O caso que relato aqui, demonstra
a necessidade desses profissionais estarem protegidos contra o insidioso e
perverso ataque de poderosos contra a sua manutenção no emprego, e até mesmo,
da sua própria vida. O caso se deu assim:
Certa vez recebi a determinação
do meu chefe imediato de chefiar uma equipe de vistoria para realizar trabalhos
em imóvel rural localizado na região do Médio-Parnaíba. Fiquei sabendo de
imediato, que o caso era grave, por se tratar de uma terra pertencente a uma
família poderosa que reagia fortemente ao propósito do governo de dar nova
destinação ao imóvel em questão. Mais que isto. Seu proprietário já havia
barrado a entrada de técnicos do INCRA na fazenda e impedido, com isto, o seu
trabalho.
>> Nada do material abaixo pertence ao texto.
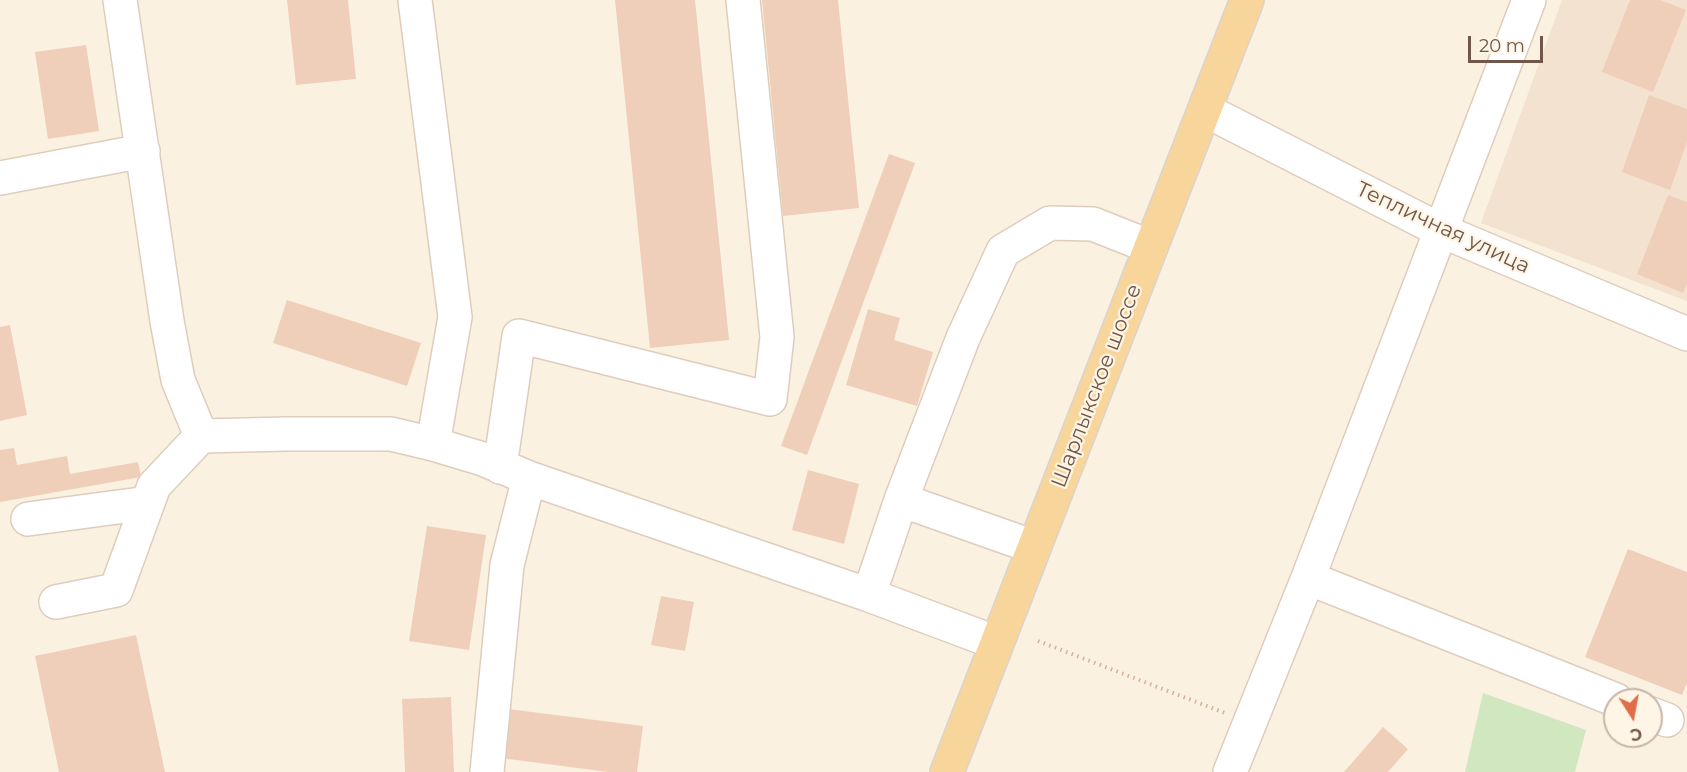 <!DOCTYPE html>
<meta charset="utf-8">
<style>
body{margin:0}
#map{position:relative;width:1687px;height:772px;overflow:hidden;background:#fbf1e0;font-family:Montserrat,sans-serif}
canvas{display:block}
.north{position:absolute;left:1603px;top:688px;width:60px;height:60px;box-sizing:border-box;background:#fef5e6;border:2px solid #c6b6a7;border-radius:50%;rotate:169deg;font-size:16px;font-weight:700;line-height:24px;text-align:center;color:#715749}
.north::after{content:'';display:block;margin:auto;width:21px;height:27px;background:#e16c49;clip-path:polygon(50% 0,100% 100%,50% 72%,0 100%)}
.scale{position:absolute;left:1468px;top:36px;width:75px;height:27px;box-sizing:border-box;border:3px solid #715749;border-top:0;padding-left:8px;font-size:18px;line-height:21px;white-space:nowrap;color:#715749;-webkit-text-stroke:4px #fef5e6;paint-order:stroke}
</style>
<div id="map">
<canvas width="1687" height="772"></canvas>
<div class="north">С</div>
<div class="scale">20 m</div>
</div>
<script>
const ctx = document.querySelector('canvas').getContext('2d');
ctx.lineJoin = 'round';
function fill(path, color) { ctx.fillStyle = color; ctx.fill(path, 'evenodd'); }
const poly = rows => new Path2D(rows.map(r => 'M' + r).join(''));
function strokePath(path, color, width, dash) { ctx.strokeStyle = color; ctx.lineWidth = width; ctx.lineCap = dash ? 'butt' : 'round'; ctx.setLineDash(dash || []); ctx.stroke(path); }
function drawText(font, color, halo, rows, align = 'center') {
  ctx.font = font + ' Montserrat,sans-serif'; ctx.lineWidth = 4.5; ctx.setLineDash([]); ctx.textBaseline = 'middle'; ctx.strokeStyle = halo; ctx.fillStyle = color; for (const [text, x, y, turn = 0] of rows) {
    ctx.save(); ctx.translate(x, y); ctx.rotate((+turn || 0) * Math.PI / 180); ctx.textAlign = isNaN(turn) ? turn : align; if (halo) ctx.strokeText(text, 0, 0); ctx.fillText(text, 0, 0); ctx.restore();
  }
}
fill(poly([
 [1562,0,1687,0,1687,301,1481,223]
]), '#f2e2cf');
fill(poly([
 [1483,693,1586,730,1575,772,1465,772]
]), '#d0e7c0');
fill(poly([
 [287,0,348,0,356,79,296,85],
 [615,0,695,0,729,340,650,348],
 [762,0,838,0,859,208,783,216],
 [1630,0,1660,0,1686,10,1653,92,1602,72],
 [86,45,99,131,48,139,35,52],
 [1649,95,1687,109,1687,142,1670,190,1622,172],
 [889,154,915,163,807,455,781,446],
 [1668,195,1687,202,1687,283,1683,293,1637,274],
 [287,300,421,343,407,386,273,343],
 [868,309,900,318,894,340,933,352,917,406,846,385],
 [10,325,27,415,0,421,0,327],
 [14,448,17,465,67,456,70,474,138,462,141,477,0,502,0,450],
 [808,470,859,484,844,544,792,530],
 [427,526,486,535,469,650,409,641],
 [1628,549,1687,572,1687,683,1682,695,1585,657],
 [661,596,694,602,685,651,651,645],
 [136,635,165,772,59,772,35,656],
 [451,697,454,772,405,772,402,699],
 [508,709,643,726,637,772,608,772,501,758],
 [1383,727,1408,749,1388,772,1344,772]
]), '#efcfb9');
const minor = poly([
 [120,0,167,321,178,380,201,436],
 [415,0,455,317,433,444],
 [1205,110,1442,231,1687,334],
 [0,178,143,151],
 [500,467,519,336,770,399,777,337,743,0],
 [901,500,963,338,1003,251,1050,223,1093,224,1151,247],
 [28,519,148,503],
 [1308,578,1616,700],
 [869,595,997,643],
 [56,602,116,590,154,486,201,436,287,434,391,434,433,444,483,459,529,478,869,595,901,500,1034,547],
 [1651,714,1667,720],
 [487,772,507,565,529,478],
 [1230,772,1308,578,1529,0]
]);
const major = poly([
 [947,772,1247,0]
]);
strokePath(minor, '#decdbd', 36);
strokePath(major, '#dad3d0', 36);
strokePath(poly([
 [1038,641,1225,713]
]), '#d3b29d', 4, [1.5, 4.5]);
strokePath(minor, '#fff', 33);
strokePath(major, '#f8d69b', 33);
drawText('21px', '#715749', '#fef5e6', [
 ["Тепличная улица",1443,228,25],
 ["Шарлыкское шоссе",1097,386,-69]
]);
</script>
Quando fui escolhido para desempenhar a missão, alguns colegas me
alertaram que isto poderia ser uma vingança pessoal do meu chefe imediato, com
quem tinha problemas de relacionamento nessa época. Não acreditei nisso. Preferi intuir que a
minha escolha se devia mais à minha experiência em casos assim, do que propriamente
algum resquício de vindita pessoal.
Alertado ainda pelo engenheiro da
equipe barrada, tomei conhecimento de que o proprietário do imóvel os havia
recebido com muita dureza, impedindo até mesmo que a equipe adentrasse ao
imóvel para conversarem sobre o real motivo daquela visita. Embarquei para a
região sabendo das dificuldades que nos esperavam. Comigo, viajava um Topógrafo
e um Técnico de Cadastro, além do motorista. A equipe ia muito preocupada, mas
alertei logo que não forçaríamos nada. Caso fossemos impedidos de acessar ao
imóvel, retornaríamos para Teresina e relataríamos o ocorrido a fim de que nossos
superiores adotassem as medidas cabíveis em casos assim. Melhorou o ânimo da equipe,
mas não de todo.
Mesmo chegando ao município já
com a tarde bem avançada, preferimos iniciar os trabalhos imediatamente, antes mesmo
de procurarmos alojamento em alguma pousada, pois a propriedade ficava próxima
à cidade, e não teríamos dificuldades de encontrá-la, já que o nosso motorista já
fizera parte da equipe anterior que havia sido barrada na sua intenção, e
conhecia a sua localização. Por outro lado, como há uma notificação prévia do
Instituto sobre o dia previsto para o início dos trabalhos, gostaríamos de
chegar ao imóvel na data aprazada para evitar que o proprietário pudesse alegar
uma possível ausência da área em razão de não termos cumprido com o prazo
marcado para o início dos trabalhos.
Chegando à porteira de entrada da
fazenda, já observei a presença de três homens com aspectos carrancudos sob a
sombra de árvores, logo após a cerca limítrofe. Desci do veículo e, ao me aproximar
da cancela, fui instado por um dos homens a não ultrapassar a cerca, que parasse
por ali mesmo. O homem se destacou dos outros dois e, dois passos depois parou
e me encarou com rudeza. E mais uma vez falou em alto e bom som: “seja lá o que
vieram fazer aqui, aconselho a voltarem pelo mesmo caminho por onde vieram”.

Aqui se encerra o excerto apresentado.